There is much good that can be said of electric vehicles. They have lower fuel prices and maintenance costs. Generation180 says the cost is $6,000 to $10,000 cheaper over the car’s lifetime. If that were accurate, I would expect to see more than 24,000 EVs on Virginia’s roads. Still, I buy the argument that the cost is increasingly competitive. Moreover, there is the social benefit from reduced pollution and lower CO2 emissions. I suspect those numbers are hyped and exaggerated, but clearly there is some benefit. All things considered, I think EVs are a great idea. But let’s not suspend our rational faculties when discussing them.

Generation180 has identified barriers in Virginia to rapid EV adoption. One is the shortage of inventory in automobile dealership showrooms. “We found 1,347 new and used electric vehicles in Virginia, compared to 2,399 in Maryland. In other words, inventory was 44 percent lower in the Virginia cities than in the comparable cities in Maryland.”

Another barrier is limited access to charging stations. Virginia has 1,520 public Level 2 plugs and 478 public DCFC plugs to support approximately 24,000 EVs. By comparison, Maryland has 1,909 public Level 2 plugs and 432 public DCFC plugs — 343 more plugs — to support 25,000 EVs. However, the report notes, Virginia is using funds from a Volkswagen settlement to build the statewide charging network.

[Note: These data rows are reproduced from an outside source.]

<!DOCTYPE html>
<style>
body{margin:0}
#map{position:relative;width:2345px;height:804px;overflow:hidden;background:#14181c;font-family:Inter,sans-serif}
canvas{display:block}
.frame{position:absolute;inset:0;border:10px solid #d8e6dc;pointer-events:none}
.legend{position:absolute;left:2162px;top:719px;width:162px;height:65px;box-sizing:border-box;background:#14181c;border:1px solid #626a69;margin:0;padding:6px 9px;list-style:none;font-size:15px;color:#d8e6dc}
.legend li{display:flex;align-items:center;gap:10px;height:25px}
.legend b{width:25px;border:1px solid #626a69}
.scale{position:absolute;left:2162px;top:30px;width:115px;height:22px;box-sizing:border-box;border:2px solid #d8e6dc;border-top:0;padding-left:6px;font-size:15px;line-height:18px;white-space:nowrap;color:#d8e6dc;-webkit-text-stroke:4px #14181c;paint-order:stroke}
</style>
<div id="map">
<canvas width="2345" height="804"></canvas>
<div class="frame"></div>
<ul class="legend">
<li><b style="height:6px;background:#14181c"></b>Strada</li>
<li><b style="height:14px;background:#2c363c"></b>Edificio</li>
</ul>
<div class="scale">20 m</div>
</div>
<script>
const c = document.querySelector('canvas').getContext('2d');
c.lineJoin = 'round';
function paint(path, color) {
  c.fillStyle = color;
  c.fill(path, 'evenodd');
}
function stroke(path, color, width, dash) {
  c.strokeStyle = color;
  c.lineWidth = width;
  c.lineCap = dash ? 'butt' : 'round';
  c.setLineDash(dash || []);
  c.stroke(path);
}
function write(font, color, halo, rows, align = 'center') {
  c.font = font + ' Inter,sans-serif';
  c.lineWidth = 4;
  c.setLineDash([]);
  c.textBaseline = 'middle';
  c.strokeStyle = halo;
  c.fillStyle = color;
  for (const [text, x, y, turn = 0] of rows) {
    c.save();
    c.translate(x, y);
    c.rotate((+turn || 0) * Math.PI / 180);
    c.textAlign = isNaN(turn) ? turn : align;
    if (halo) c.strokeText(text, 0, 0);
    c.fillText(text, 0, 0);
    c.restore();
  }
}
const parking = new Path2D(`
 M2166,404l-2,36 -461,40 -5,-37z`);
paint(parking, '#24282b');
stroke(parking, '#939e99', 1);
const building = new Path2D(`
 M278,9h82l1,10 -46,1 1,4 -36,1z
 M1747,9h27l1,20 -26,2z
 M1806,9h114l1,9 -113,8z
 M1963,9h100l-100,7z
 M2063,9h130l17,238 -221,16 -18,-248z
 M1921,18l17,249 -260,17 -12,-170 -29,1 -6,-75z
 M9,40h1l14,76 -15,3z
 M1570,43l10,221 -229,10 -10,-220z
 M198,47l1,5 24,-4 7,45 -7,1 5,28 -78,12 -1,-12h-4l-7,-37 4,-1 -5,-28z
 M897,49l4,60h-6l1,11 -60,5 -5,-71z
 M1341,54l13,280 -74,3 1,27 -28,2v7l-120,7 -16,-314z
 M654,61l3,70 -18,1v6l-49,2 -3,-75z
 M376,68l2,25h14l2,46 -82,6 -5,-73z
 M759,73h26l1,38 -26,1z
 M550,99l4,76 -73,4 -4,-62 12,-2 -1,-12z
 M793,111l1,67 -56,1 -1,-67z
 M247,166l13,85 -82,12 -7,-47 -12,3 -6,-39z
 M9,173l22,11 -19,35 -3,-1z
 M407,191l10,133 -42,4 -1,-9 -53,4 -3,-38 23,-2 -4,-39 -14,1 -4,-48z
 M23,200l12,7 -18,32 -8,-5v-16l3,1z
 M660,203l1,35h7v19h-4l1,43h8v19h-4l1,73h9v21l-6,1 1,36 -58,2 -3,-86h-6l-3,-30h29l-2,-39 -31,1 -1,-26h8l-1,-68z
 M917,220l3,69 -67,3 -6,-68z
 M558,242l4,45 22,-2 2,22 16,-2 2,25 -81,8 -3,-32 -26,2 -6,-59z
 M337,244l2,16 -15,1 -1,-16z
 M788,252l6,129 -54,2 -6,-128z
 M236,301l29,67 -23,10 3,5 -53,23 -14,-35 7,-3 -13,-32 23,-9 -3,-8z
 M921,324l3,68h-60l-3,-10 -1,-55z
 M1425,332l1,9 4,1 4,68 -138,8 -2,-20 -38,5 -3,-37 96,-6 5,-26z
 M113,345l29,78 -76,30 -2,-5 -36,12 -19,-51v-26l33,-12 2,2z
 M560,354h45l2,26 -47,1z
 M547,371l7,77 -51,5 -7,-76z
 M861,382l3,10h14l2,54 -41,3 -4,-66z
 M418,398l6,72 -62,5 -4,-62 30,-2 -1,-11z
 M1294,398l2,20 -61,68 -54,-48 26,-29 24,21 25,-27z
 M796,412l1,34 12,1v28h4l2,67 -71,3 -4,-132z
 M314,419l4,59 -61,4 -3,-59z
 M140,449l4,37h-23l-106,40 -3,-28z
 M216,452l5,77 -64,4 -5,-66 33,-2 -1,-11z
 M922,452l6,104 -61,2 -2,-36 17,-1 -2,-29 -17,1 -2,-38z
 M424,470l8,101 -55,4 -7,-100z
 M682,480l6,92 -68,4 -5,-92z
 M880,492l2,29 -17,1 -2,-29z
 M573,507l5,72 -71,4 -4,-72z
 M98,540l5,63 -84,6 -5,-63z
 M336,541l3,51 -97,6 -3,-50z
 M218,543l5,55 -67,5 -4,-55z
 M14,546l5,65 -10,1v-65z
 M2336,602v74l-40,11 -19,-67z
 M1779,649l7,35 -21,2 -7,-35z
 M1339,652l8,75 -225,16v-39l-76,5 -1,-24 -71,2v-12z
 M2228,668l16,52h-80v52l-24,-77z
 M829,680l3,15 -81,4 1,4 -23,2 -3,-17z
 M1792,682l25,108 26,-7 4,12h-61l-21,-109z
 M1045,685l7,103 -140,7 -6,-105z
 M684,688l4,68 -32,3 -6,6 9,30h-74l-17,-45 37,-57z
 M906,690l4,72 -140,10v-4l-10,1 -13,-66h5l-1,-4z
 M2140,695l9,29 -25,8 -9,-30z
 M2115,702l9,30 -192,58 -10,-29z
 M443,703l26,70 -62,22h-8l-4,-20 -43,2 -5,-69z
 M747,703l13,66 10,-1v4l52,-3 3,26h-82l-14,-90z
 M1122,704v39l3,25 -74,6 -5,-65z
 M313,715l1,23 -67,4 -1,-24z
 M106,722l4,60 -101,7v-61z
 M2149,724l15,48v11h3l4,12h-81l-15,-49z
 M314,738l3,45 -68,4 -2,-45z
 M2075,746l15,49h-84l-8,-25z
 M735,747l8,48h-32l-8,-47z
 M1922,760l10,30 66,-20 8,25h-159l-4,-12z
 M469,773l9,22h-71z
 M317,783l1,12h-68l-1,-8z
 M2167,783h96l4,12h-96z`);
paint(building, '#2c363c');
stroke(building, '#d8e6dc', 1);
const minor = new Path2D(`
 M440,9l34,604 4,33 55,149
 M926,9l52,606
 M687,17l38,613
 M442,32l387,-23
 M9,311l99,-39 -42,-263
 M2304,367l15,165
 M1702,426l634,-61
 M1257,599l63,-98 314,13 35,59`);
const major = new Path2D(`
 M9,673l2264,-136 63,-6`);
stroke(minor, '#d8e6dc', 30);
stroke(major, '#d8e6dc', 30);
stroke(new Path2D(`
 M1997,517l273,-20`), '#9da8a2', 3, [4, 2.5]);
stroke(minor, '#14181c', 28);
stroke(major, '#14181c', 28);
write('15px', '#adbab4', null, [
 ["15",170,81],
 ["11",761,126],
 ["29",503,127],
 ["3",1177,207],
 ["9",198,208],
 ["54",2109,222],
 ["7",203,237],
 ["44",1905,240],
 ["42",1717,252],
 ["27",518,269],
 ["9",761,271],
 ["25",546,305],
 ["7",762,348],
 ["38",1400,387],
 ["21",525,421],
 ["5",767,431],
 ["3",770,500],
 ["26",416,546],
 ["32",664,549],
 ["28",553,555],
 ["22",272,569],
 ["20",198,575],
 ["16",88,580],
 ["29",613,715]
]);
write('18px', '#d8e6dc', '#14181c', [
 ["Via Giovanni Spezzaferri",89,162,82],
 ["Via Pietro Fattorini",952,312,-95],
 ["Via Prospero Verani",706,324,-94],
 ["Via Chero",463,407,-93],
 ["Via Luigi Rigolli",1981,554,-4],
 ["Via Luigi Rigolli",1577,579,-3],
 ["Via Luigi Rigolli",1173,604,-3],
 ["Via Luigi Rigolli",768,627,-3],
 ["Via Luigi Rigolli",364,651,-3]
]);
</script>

The report advocates the following measures to promote EV ownership:

  • Enact tougher clean-vehicle standards — the “Advanced Clean Cars Program” — that will raise the cost of vehicles with internal combustion engines.
  • Fund a point-of-sale EV rebate to bring down the up-front cost of EV ownership. Studies have shown that a $1,000 increase in state EV subsidies can boost sales by 7.5%. Bigger rebates for lower-income communities, of course.
  • Sign Virginia onto the Transportation and Climate Initiative. This regional interstate cap-and-trade system would raise the cost of conventional vehicles and generate revenue for public transit, electric buses, and EV incentives.

There you have it — that’s what the green social engineers have planned next for us. They don’t want to create a level playing field for EVs, they want to tilt the field.

Now, for one moment, let us imagine a future 30 years from now when Virginia has a 100% renewable electric grid and a 100% EV fleet. We’re living in CO2 nirvana, doing our fair share to combat climate change. But we’re more dependent upon the electric grid than ever — not just for heating and cooling, running our appliances, and charging our iPhones and PCs but for locomotion.

In an ideal world, the automobile batteries in every garage will interact with the electric grid to help manage the hour-to-hour variations in electrical supply and demand — a good thing. But you don’t built reliability into the electric grid sufficient to manage hour-to-hour changes in supply and demand, or even day-to-day changes, or even seasonal changes. You build an electric grid resilient enough to survive extreme weather events that occur every two, three or four years — events in which clouds block out the solar panels, and/or strong winds take wind turbines offline, and/or extreme temperatures create massive surges in electric load for three or four days at a time. If the system fails in all-EV world, the consequences are even worse than if it fails today.

If we go this route, we need to build an electric grid that is robust enough to survive the rare-case scenario. I just don’t see the environmental groups giving any attention to what such a grid would look like or how much it would cost to build. It’s an afterthought — we’ll cross that bridge when we get to it. That philosophy isn’t working for California, however, and it won’t work any better for Virginia.